I'm trying to find the best specification of a nested mixed effects model using gam. I don't have an easy dataset to share, but simulate an example below - and have figure to help explain. Basically, if my data is coded for implicit nesting of a random effect, do I have to tell gam() the variable is nested?
I have multiple Sites sampled each year, each site contains a set of sample blocks (e.g. "A1:A5"). For a given day of sampling, every Site is included, but within each site I select a random subset of blocks to take samples from.
Therefore it is possible for individual sample blocks to be sampled multiple times, while others may not have been sampled at all.

I am interested in a Site and Year effect on my response variable, but want to account for 'Block ID' as a random effect.
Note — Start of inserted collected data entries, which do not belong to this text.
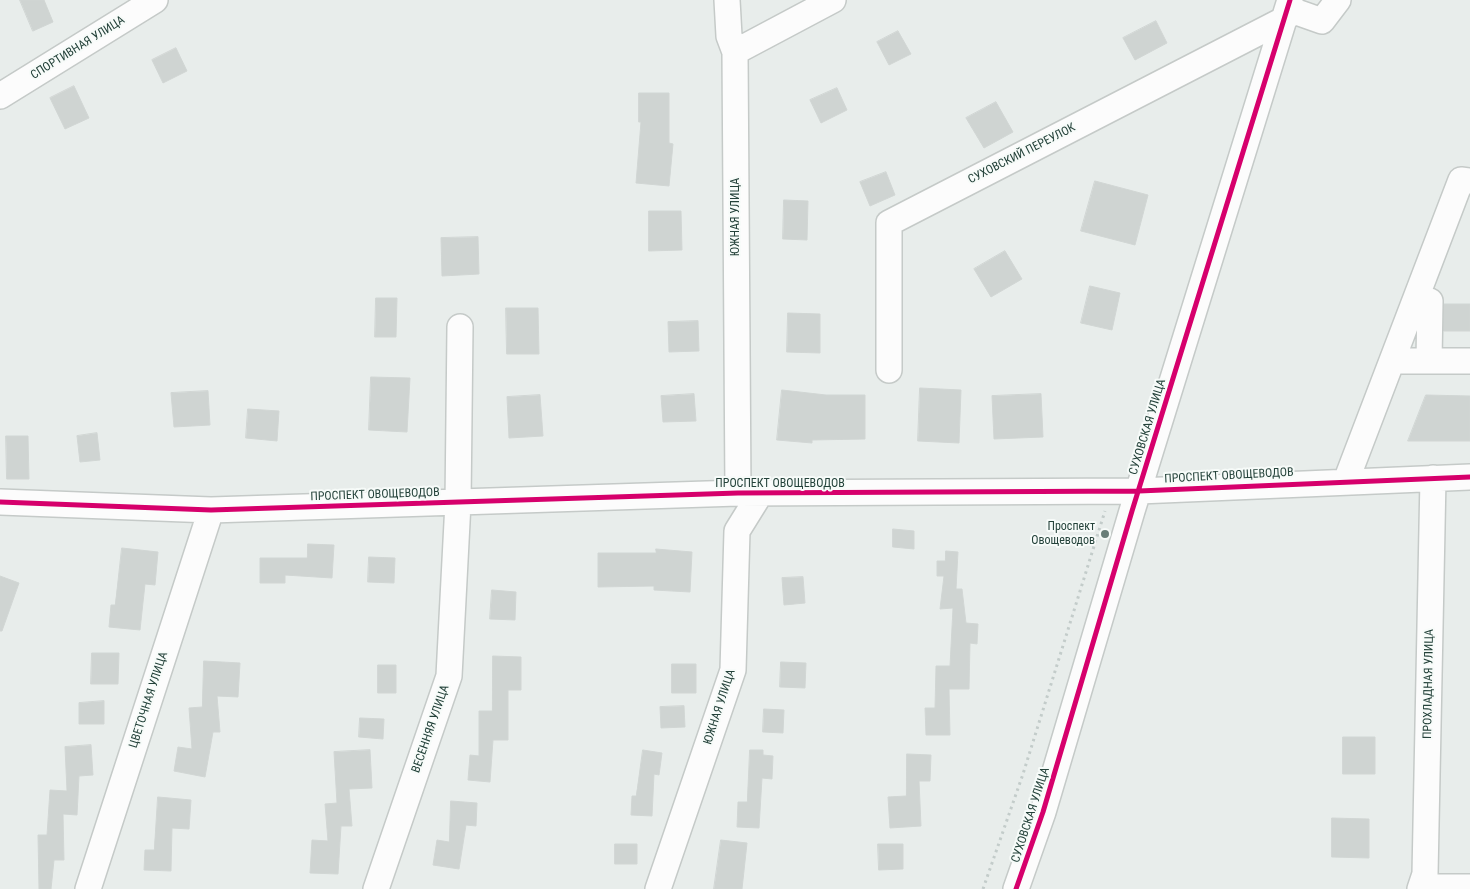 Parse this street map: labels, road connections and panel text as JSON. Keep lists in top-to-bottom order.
{
  "streets": {
    "street": [
      "СПОРТИВНАЯ УЛИЦА",
      "СУХОВСКИЙ ПЕРЕУЛОК",
      "ЮЖНАЯ УЛИЦА",
      "СУХОВСКАЯ УЛИЦА",
      "ПРОСПЕКТ ОВОЩЕВОДОВ",
      "ПРОХЛАДНАЯ УЛИЦА",
      "ЦВЕТОЧНАЯ УЛИЦА",
      "ВЕСЕННЯЯ УЛИЦА"
    ]
  },
  "crossings": [
    ["СУХОВСКИЙ ПЕРЕУЛОК", "СУХОВСКАЯ УЛИЦА"],
    ["ЮЖНАЯ УЛИЦА", "ПРОСПЕКТ ОВОЩЕВОДОВ"],
    ["СУХОВСКАЯ УЛИЦА", "ПРОСПЕКТ ОВОЩЕВОДОВ"],
    ["ПРОСПЕКТ ОВОЩЕВОДОВ", "ПРОХЛАДНАЯ УЛИЦА"],
    ["ПРОСПЕКТ ОВОЩЕВОДОВ", "ЦВЕТОЧНАЯ УЛИЦА"],
    ["ПРОСПЕКТ ОВОЩЕВОДОВ", "ВЕСЕННЯЯ УЛИЦА"]
  ],
  "places": ["Проспект Овощеводов"]
} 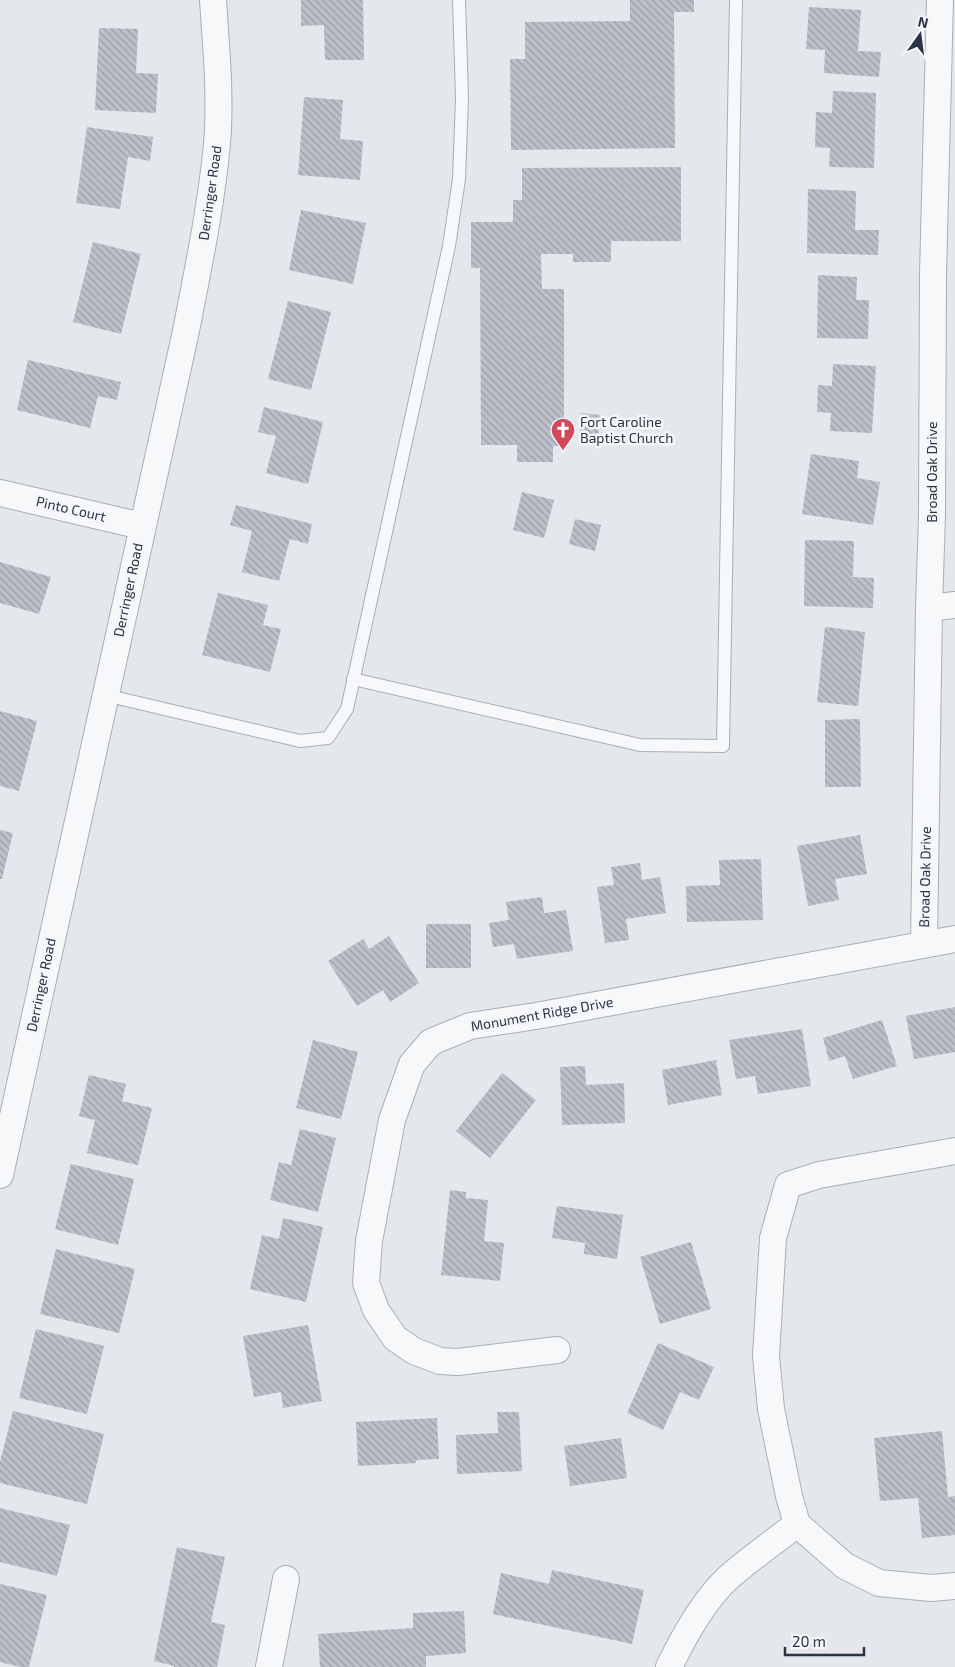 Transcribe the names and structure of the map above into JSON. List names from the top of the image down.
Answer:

Block is clearly nested within each site; however, I have given each block a unique block_id name (As the figure suggests), and so may have 'implicit nesting' built into my dataframe.
The question is whether I can simply include 'block_id' as a random effect on its own, or do I need to explicitly define the nesting structure between 'block_id' and 'site' for gam() to run appropriately?
Versions of this question have been asked, but I can't seem to relate it to my particular problem.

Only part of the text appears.